25日、デジタルハリウッド大阪校地下1階のセミナールームにおいて、恒例の“関西ウェブマスターオフ”が開催された。
関西ウェブマスターオフとは'97年より始まった、関西のウェブマスターを一堂に集め、ウェブを中心にあらゆる視点からの勉強会・懇親会を行なうオフラインミーティングである。発起人ならびに進行取りまとめは、ビデオジャーナリストの神田敏晶氏。昨年は首都圏版である関東ウェブマスターオフも開催され、好評のうちに終了している。
手前:進行のKNN神田敏晶氏、奥:ゲストスピーカー ヤフー(株)有馬誠氏 |
ウェブ内の組織で重要な“プロデューサー”と“サーファー”
さて今回の関西ウェブマスターオフのテーマは、ヤフー(株)取締役営業企画部長 有馬誠氏をゲストスピーカーにお招きし“Yahoo!JAPAN 戦略と方向性”と題して行なわれた。有馬氏のスピーチは、まずヤフー(株)の組織面の話から始まった。'96年4月1日の発足時は3名のスタートだったが、現在は110名に達している。5年以内には500名前後まで引き上げたいとの強い希望もあるとのこと。それでも、現在のアメリカヤフーの1000名に比べると人材的には少なすぎると感じる。

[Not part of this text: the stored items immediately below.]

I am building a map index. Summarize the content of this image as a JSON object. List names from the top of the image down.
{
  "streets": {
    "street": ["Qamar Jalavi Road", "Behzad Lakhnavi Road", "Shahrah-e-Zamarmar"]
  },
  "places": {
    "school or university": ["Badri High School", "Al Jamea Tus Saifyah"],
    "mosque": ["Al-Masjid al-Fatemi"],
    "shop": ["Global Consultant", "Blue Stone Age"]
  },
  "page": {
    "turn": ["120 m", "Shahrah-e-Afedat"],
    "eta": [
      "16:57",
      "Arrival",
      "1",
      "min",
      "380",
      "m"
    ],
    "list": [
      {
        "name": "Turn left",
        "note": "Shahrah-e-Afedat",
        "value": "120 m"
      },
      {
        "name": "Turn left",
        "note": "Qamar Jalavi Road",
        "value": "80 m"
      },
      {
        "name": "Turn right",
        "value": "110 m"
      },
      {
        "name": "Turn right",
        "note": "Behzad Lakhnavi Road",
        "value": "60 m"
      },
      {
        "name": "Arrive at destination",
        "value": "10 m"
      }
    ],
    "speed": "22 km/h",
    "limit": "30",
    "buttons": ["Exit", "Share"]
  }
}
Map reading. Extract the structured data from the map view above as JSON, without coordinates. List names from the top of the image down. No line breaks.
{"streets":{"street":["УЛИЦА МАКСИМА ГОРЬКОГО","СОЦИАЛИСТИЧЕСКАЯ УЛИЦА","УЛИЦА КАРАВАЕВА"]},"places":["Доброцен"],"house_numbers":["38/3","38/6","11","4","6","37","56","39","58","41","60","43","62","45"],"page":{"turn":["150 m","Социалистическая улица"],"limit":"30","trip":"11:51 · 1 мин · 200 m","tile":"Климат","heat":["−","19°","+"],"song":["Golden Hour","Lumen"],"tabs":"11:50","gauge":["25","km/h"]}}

ウェブ内の組織へと目を向けると、それぞれのコンテンツに“プロデューサー”と呼ばれるスタッフを配し、そのプロデューサーの采配でウェブでのバランスを取っている。また15名の“サーファー”と呼ばれるスタッフも重要な役割を果たしている。現在では1日に1200件の登録依頼があるのだが、その依頼すべてのサイトに目を通して、審査、登録の作業を手作業で行なうスタッフである。
ヤフー(株) 取締役営業企画部長 有馬誠氏 |
ターゲットを明確にしないと広告が打ちにくい
次に広告の運営に関する話へと進んだ。バナーに関してはページビュー保障型でYahoo!JAPANのサイトの総ページビューが増えた場合、そのバナーの単価を上げるのではなく、枠を増やし新規の広告主を獲得するとのこと。また、ある検索語に対する検索結果のページでは、ターゲットが絞り込めるとして単価が高い場合もある。また広告主にしてみても訴求率が高いのでこちらの方が喜ばれるという。例えば“自動車”という言葉で検索した結果を表示するページには、自動車メーカーや保険会社のバナーを持ってくるということである。しかし、このことは逆にターゲットを明確にしないと広告が打ちにくいことを意味している。
セミナー中の有馬氏 |
汎用性を前に出し、全国のユーザーに情報を提供していく
後半“ヤフークオリティー”へと話が進んだ。現在、ディレクトリー型の検索サービス、ニュースなどのメディアサービス、掲示板などのコミュニティーサービスの3つのサービスを柱にサービスしている。今後はコミュニティーに力を入れていく。「あまねく人々に楽しんでいただくために汎用性を前に出し、全国のユーザーに情報を提供していく」と有馬氏は語った。その言葉通り、Yahoo!JAPANのサイトは人の手作業による非常に分かりやすいディレクトリー構造を持つ。運営以来変更のない完成度の高いサイトデザイン、しかも非常に軽い検索エンジンを備えている。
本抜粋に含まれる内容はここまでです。